Work required –
From the entries below, copy exactly the lines from the one that contains "Map reading. Serialize" through the one that contains "Annotation task. Parse", both included, and only those.
▽
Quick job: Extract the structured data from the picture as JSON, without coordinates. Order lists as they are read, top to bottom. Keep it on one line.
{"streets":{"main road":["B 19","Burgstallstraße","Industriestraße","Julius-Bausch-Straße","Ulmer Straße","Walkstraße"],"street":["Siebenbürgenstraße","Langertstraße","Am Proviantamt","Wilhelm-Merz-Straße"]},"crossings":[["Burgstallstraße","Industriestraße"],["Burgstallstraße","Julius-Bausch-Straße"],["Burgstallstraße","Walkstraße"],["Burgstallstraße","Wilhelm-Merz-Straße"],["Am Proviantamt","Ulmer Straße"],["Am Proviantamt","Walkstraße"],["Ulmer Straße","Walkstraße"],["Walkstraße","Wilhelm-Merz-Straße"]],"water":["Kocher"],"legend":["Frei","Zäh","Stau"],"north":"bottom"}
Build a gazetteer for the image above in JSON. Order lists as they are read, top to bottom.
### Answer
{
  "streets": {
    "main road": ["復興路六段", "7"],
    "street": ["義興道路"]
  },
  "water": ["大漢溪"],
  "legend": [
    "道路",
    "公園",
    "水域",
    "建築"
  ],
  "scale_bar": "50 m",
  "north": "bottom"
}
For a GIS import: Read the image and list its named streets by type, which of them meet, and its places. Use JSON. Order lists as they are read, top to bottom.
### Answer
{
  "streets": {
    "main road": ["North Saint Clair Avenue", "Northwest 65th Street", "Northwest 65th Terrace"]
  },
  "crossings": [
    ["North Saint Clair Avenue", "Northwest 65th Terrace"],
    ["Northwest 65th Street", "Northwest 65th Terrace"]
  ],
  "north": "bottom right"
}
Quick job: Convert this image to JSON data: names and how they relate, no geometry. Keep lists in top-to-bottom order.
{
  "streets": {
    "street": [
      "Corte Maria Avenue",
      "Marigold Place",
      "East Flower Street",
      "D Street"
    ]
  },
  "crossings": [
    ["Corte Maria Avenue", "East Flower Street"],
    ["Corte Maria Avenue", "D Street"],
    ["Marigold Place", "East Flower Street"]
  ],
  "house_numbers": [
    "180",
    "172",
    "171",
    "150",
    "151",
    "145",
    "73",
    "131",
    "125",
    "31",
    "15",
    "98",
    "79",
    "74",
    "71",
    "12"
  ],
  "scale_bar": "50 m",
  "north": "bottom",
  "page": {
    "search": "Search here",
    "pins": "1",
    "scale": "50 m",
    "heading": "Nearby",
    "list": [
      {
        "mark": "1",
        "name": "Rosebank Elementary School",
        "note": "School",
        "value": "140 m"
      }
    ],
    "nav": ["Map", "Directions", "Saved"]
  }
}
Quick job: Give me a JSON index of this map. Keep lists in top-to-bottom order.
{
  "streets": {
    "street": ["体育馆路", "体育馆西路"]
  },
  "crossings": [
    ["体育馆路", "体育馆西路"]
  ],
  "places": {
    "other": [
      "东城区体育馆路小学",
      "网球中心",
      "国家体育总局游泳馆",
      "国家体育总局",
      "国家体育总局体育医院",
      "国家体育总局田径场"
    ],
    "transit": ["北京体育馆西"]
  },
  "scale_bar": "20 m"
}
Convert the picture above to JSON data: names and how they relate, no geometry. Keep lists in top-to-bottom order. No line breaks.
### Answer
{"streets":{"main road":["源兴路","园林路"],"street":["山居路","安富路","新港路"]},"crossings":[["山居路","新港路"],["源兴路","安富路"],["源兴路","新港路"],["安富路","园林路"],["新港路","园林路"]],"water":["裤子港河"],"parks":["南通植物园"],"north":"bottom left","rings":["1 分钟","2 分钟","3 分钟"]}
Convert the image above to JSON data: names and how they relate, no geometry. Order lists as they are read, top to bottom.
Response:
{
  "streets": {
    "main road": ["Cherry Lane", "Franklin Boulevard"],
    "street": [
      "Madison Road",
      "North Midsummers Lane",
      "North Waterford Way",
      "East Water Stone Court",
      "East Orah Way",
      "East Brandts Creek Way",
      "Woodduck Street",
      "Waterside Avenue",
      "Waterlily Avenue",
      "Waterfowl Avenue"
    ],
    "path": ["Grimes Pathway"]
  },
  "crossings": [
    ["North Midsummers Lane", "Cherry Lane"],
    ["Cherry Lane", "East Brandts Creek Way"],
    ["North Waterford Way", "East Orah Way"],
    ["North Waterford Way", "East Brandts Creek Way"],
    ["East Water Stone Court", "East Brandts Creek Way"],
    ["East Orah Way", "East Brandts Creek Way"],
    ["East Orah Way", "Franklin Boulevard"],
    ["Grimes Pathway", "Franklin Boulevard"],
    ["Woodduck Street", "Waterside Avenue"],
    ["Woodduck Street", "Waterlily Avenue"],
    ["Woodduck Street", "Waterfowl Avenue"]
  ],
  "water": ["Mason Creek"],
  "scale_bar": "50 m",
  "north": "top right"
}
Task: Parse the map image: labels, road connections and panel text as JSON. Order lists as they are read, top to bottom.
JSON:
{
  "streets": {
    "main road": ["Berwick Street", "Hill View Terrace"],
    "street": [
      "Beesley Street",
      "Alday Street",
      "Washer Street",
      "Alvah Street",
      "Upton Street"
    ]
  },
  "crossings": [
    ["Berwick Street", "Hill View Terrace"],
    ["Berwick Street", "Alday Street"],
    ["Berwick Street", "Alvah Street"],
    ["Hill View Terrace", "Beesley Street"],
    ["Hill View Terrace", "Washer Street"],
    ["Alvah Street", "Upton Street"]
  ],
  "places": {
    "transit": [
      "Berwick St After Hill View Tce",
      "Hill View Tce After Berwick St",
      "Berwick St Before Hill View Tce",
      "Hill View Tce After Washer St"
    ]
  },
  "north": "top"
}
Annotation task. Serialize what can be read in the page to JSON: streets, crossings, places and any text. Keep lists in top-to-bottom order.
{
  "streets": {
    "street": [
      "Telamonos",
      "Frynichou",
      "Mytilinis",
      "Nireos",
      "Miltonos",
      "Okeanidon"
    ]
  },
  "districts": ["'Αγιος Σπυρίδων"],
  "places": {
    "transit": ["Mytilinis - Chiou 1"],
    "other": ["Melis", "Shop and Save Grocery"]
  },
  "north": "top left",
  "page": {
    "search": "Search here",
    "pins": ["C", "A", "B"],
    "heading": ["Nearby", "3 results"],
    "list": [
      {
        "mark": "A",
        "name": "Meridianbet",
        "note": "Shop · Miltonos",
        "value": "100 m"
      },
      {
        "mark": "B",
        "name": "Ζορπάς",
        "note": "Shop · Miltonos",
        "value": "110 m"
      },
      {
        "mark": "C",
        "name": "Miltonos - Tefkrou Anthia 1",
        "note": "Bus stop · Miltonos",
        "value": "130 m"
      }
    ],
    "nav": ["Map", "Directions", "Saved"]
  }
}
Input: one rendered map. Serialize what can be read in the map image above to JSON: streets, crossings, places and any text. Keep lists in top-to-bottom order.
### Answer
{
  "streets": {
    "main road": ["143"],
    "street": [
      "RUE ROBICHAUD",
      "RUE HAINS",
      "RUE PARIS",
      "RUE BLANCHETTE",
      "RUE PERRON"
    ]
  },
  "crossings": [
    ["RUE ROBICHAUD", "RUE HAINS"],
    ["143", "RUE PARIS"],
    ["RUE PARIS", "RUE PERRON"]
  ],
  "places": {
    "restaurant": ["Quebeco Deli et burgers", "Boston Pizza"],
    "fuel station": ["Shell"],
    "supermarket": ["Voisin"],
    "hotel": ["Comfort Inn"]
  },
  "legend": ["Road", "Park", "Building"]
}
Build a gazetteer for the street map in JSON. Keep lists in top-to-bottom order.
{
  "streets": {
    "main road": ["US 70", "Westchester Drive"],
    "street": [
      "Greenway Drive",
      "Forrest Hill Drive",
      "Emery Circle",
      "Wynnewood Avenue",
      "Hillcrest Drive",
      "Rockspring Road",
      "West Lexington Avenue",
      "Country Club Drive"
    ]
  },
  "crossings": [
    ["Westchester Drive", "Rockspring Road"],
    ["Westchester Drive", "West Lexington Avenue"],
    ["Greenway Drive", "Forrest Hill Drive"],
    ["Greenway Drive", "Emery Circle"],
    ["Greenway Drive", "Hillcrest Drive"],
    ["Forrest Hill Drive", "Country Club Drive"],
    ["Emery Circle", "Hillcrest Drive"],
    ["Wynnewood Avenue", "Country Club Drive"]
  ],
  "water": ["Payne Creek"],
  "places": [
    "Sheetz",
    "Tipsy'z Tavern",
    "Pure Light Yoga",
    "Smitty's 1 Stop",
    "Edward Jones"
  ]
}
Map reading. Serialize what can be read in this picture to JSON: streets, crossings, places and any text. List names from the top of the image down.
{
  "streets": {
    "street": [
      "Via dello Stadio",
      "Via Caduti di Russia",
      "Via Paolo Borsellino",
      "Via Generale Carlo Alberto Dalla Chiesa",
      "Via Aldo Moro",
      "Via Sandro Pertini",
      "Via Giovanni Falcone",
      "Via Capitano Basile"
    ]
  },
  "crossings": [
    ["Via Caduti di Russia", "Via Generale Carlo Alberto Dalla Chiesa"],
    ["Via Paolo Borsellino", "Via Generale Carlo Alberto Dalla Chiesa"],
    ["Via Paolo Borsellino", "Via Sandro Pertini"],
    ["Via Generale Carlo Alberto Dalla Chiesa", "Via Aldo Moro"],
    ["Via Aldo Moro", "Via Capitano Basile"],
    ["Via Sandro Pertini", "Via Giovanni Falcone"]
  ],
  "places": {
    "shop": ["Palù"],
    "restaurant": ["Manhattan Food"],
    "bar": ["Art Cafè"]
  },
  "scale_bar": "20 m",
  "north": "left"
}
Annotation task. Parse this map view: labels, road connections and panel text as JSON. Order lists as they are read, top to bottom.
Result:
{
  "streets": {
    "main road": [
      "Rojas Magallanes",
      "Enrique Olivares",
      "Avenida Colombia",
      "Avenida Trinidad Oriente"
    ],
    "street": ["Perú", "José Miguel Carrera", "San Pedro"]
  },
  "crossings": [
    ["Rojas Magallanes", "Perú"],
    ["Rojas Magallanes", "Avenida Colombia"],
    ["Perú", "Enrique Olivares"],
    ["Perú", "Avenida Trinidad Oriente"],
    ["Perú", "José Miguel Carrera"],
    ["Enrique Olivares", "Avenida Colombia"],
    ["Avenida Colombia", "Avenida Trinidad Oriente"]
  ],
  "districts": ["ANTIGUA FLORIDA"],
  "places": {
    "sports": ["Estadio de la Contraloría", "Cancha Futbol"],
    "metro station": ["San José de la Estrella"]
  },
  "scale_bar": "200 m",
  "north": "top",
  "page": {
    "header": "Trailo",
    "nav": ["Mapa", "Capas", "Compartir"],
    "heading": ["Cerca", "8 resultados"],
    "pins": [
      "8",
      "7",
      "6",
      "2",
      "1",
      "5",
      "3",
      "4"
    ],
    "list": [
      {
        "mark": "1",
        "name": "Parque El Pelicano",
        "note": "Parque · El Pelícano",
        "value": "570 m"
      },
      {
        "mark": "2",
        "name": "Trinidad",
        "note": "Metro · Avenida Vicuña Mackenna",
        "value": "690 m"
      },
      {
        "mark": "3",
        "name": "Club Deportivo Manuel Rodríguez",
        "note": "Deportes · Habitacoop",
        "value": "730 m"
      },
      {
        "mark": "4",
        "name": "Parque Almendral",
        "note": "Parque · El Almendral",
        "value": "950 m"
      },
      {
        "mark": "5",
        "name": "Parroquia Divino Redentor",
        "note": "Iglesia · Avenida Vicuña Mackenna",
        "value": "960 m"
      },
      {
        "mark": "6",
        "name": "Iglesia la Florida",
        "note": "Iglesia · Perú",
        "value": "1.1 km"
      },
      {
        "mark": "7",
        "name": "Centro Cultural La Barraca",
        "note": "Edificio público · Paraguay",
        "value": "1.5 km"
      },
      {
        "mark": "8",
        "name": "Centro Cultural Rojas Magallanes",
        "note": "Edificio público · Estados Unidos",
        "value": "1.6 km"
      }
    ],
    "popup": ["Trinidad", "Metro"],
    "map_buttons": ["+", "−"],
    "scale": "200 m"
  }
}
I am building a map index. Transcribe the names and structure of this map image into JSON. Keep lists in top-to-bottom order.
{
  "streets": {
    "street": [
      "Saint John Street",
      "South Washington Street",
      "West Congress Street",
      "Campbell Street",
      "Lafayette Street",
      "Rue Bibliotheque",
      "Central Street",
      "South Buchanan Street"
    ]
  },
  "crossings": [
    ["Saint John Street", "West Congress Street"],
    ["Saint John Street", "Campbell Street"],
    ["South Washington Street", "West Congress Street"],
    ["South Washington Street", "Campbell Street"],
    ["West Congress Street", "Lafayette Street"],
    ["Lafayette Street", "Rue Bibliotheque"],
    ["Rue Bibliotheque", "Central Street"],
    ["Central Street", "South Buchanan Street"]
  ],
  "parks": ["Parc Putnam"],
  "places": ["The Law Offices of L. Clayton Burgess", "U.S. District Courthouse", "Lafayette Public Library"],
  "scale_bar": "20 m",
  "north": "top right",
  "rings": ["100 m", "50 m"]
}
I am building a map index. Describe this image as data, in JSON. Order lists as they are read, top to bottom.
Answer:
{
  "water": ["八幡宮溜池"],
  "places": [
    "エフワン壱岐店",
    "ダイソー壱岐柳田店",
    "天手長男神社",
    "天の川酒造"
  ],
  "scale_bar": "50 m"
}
△
The completed task –
Map reading. Serialize what can be read in this picture to JSON: streets, crossings, places and any text. List names from the top of the image down.
{
  "streets": {
    "street": [
      "Via dello Stadio",
      "Via Caduti di Russia",
      "Via Paolo Borsellino",
      "Via Generale Carlo Alberto Dalla Chiesa",
      "Via Aldo Moro",
      "Via Sandro Pertini",
      "Via Giovanni Falcone",
      "Via Capitano Basile"
    ]
  },
  "crossings": [
    ["Via Caduti di Russia", "Via Generale Carlo Alberto Dalla Chiesa"],
    ["Via Paolo Borsellino", "Via Generale Carlo Alberto Dalla Chiesa"],
    ["Via Paolo Borsellino", "Via Sandro Pertini"],
    ["Via Generale Carlo Alberto Dalla Chiesa", "Via Aldo Moro"],
    ["Via Aldo Moro", "Via Capitano Basile"],
    ["Via Sandro Pertini", "Via Giovanni Falcone"]
  ],
  "places": {
    "shop": ["Palù"],
    "restaurant": ["Manhattan Food"],
    "bar": ["Art Cafè"]
  },
  "scale_bar": "20 m",
  "north": "left"
}
Annotation task. Parse this map view: labels, road connections and panel text as JSON. Order lists as they are read, top to bottom.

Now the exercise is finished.